Sceglietela 1 di qualsiasi colore purché sia nero
[Henry Ford]2
Non è raro che si cerchi di alienare la propria responsabilità rispetto a vicende di cui si è indiscutibilmente partecipi e protagonisti individuando colpe e colpevoli che non esistono. È un umano processo di rimozione, quando ciò accade in buona fede. Il più delle volte diventa un processo di reazione. Le ragioni di certe chiusure e prese di posizione rispetto ai processi di cambiamento e di riforma partono spesso da un vizio di analisi, ci si scosta da quello che io amo definire il principio di realtà.
Per spiegarmi voglio riportare un episodio, che è inerente ad un ambito completamente diverso, ma che ci può aiutare a comprendere questo concetto. Durante un dibattito sul referendum sulla legge 403, mentre intervenivo sul tema, sostenendo che l’embrione fosse portatore di diritti soggettivi, intervenne interrompendomi, palesando tutte le sue rimostranze alla mia tesi, un giovane militante comunista premettendo “io non sono cattolico”. Io risposi che la sua affermazione non corrispondeva al vero, che non era vero che non fosse cattolico e ne trovai subito riscontro. Rimase perplesso e rispose infatti affermativamente alla mia successiva domanda in cui chiedevo se fosse battezzato. Chi è battezzato infatti, dal punto di vista del diritto canonico e anche dal punto di vista dei diritti civili, in Italia è Cattolico, a prescindere dal fatto che pratichi, che non pratichi o che non si riconosca nel cammino di fede della comunità cristiana. Bene, il giovane era battezzato, era cresciuto in una famiglia cattolica per cui, anche se sprovvisto del dono della fede (questo dato esperienziale non si può mettere in dubbio) non poteva dire di essere estraneo ai presupposti di contesto e culturali, di parte, sui quali io avrei fatto certe affermazioni. L’occasione di riflettere, di dibattere e di individuare risposte su un tema importante come la vita non può schiacciarsi solo sull’identità e l’appartenenza. Ci sono delle questioni di merito, ad esempio quando si mette al centro del dibattito il tema della vita, nella sua origine o nella sua fine, dove le posizioni non possono trovare ragione esclusivamente solo nel riconoscersi in un determinato ambito culturale, politico o religioso. Le grandi questioni umane, sociali e politiche richiedono sempre il coraggio di riconoscere il contesto in cui accadono e di entrare nel merito.

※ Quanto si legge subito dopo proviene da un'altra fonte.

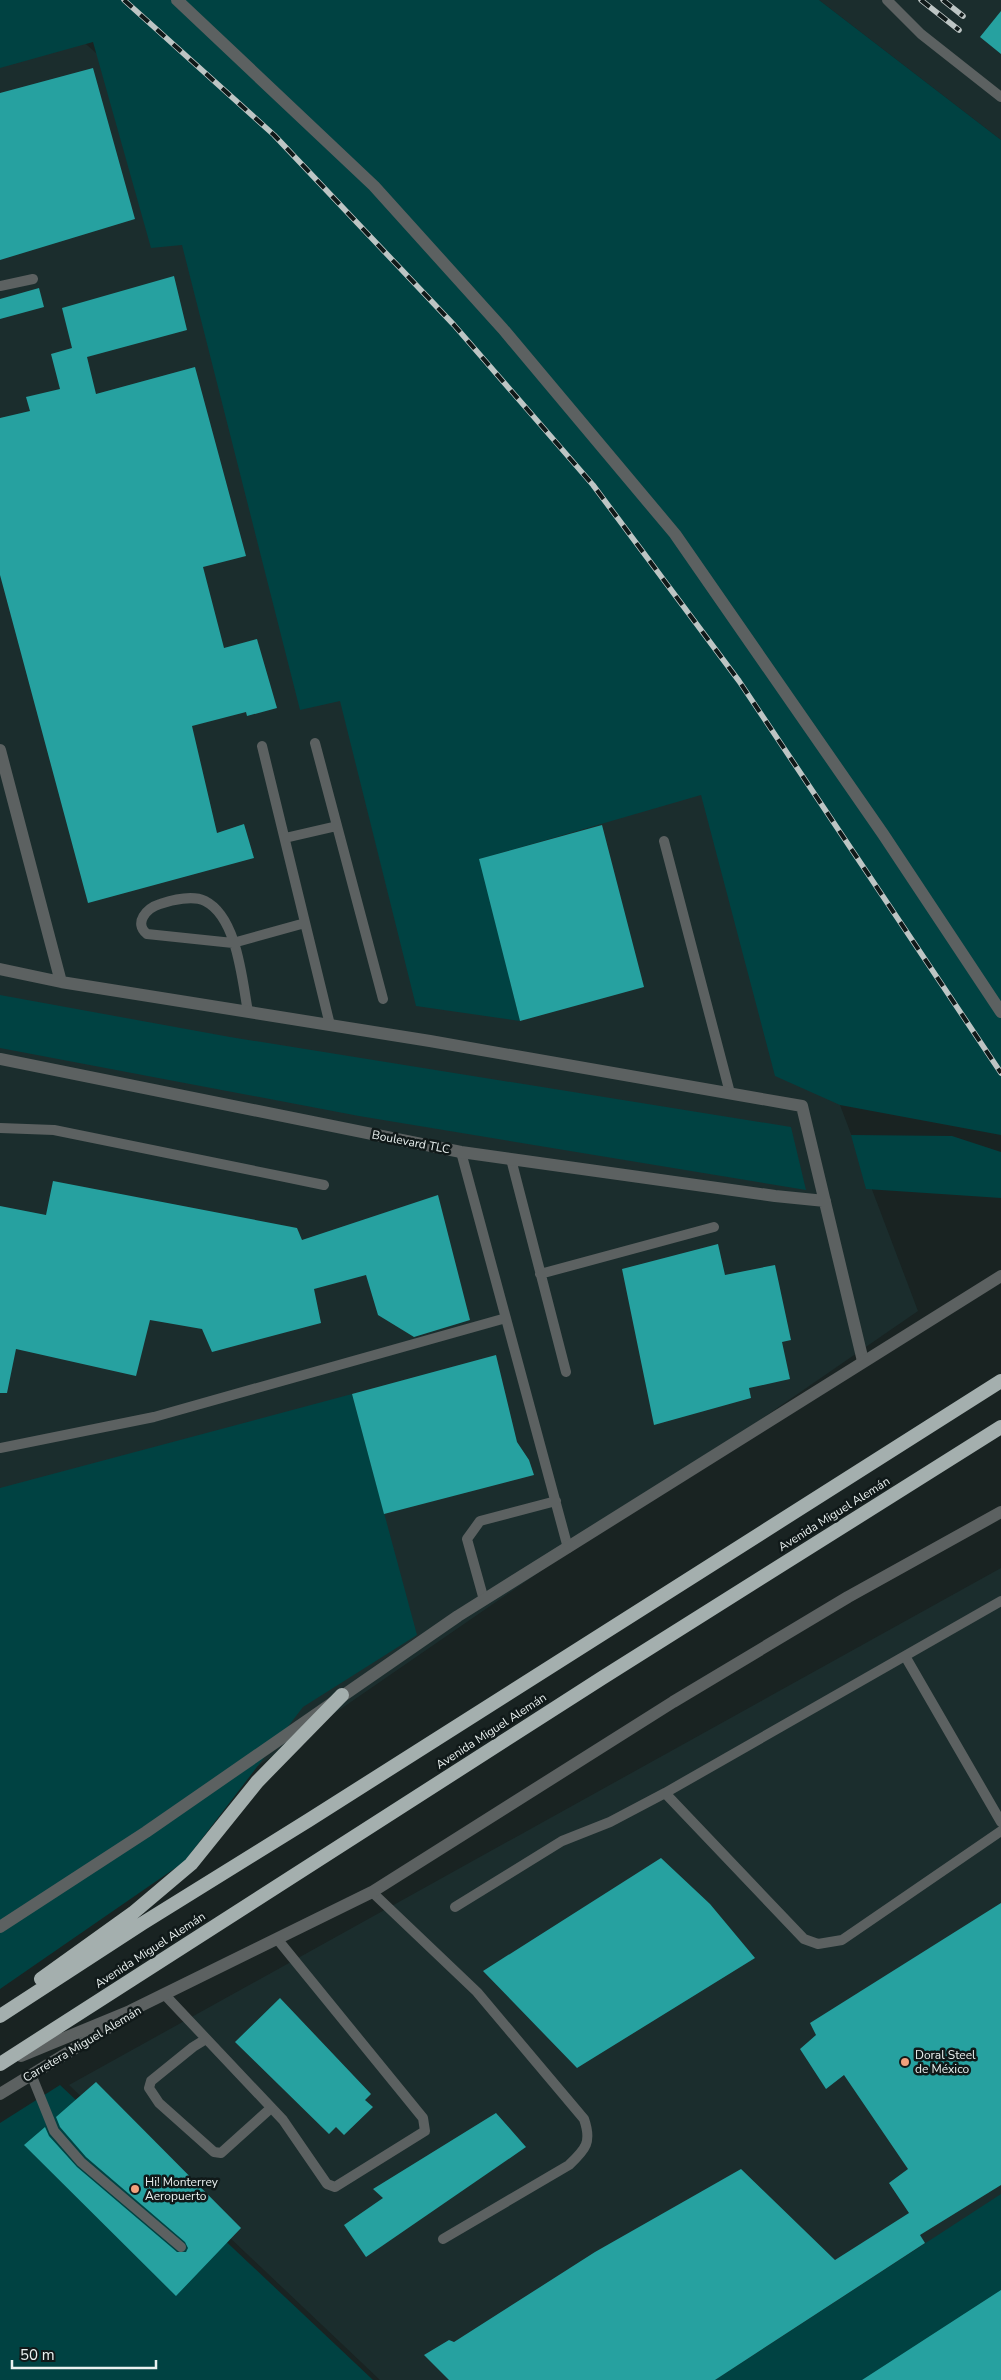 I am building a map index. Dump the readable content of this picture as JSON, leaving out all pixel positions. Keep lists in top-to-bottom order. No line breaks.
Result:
{"streets":{"highway":["Avenida Miguel Alemán"],"street":["Boulevard TLC","Carretera Miguel Alemán"]},"places":["Doral Steel de México","Hi! Monterrey Aeropuerto"],"scale_bar":"50 m"}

Con lo stesso meccanismo una delle affermazioni che viene rivolta più di frequente in Italia è che il centro sinistra, in particolare in particolare l’area dei cosiddetti riformisti4, sia gli l’artefice della flessibilità e con essa di tutti i guai che milioni di persone devono sopportare quotidianamente.

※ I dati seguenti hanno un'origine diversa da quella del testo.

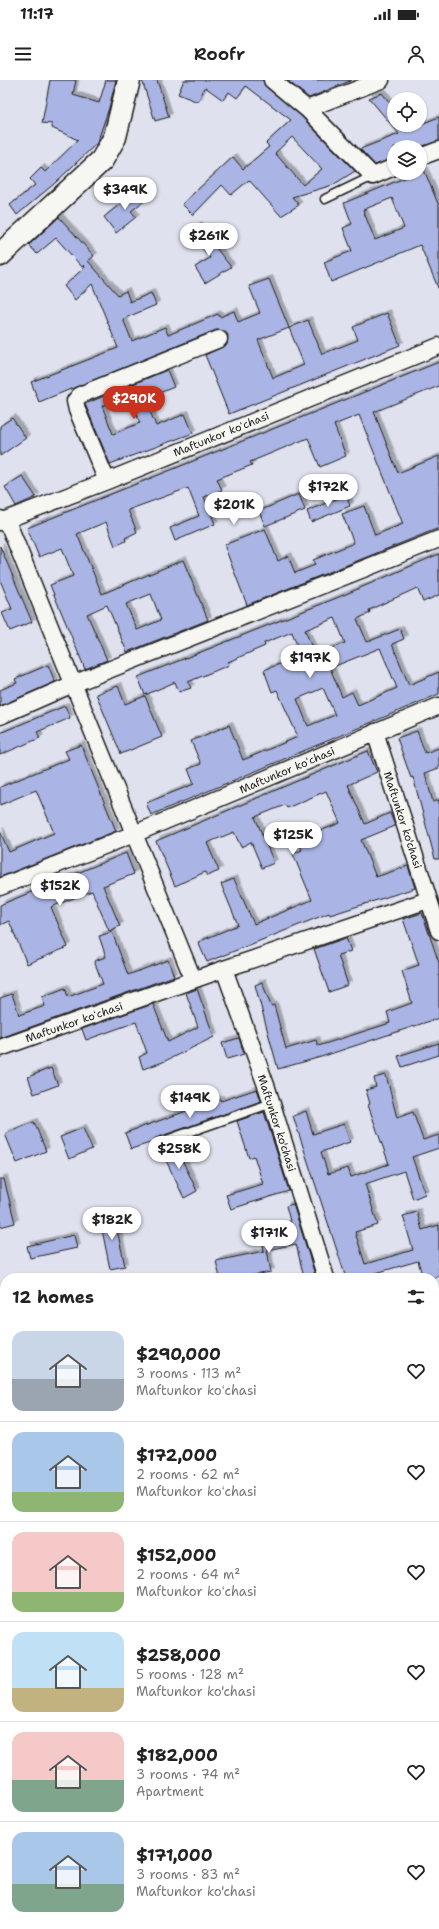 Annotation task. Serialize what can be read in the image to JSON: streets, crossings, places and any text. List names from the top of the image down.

È come se si stesse affermando che fino al 1997 tutte le persone avevano un buon lavoro in un mercato del lavoro che offriva ampie possibilità a tutti e poi, improvvisamente, a causa di una legge, si sono trovate a solcare le acque scure e agitate della precarietà.
Sarebbe troppo bello e semplice se così fosse. Perché basterebbe cambiare le regole di nuovo per eliminare la flessibilità. Basterebbe abolire il numeroso plotone delle forme flessibili di lavoro introdotte dalla legge 30/2003 e dal pacchetto Treu, per ritornare ad essere tutti lavoratori stabili con un futuro certo e sereno.

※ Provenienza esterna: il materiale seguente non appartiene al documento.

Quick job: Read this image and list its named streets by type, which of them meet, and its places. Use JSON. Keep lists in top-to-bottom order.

Il problema è che la vera ragione della flessibilità siamo noi, che con le nostre modalità di consumi, sempre più complesse e specializzate induciamo una trasformazione rapidissima del sistema produttivo, che non è più standardizzato come nella catena di montaggio che è finalizzata a produrre una tipologia di prodotto quasi unica in grande quantità, ma è fortemente specializzato e adatto a rispondere alle nostre esigenze personali. È per questa ragione che i contenuti innovativi, culturali, intellettuali e informati a dei processi produttivi, ne segnano in tempi rapidissimi il successo e l’obsolescenza. Alla flessibilizzazione dei processi produttivi, che sono spinti sempre alla ricerca del massimo successo, della più rapida evoluzione e del costo più basso, corrisponde drammaticamente la precarizzazione del lavoro. Può sembrare un paradosso, ma più cerchiamo di migliorare la nostra vita, di rispondere nel modo più efficace, più rapido e più consono al nostro senso estetico alla gamma dei nostri bisogni, più peggioriamo la condizione di lavoro nostra e di quelli che condividono con noi la vicenda terrena.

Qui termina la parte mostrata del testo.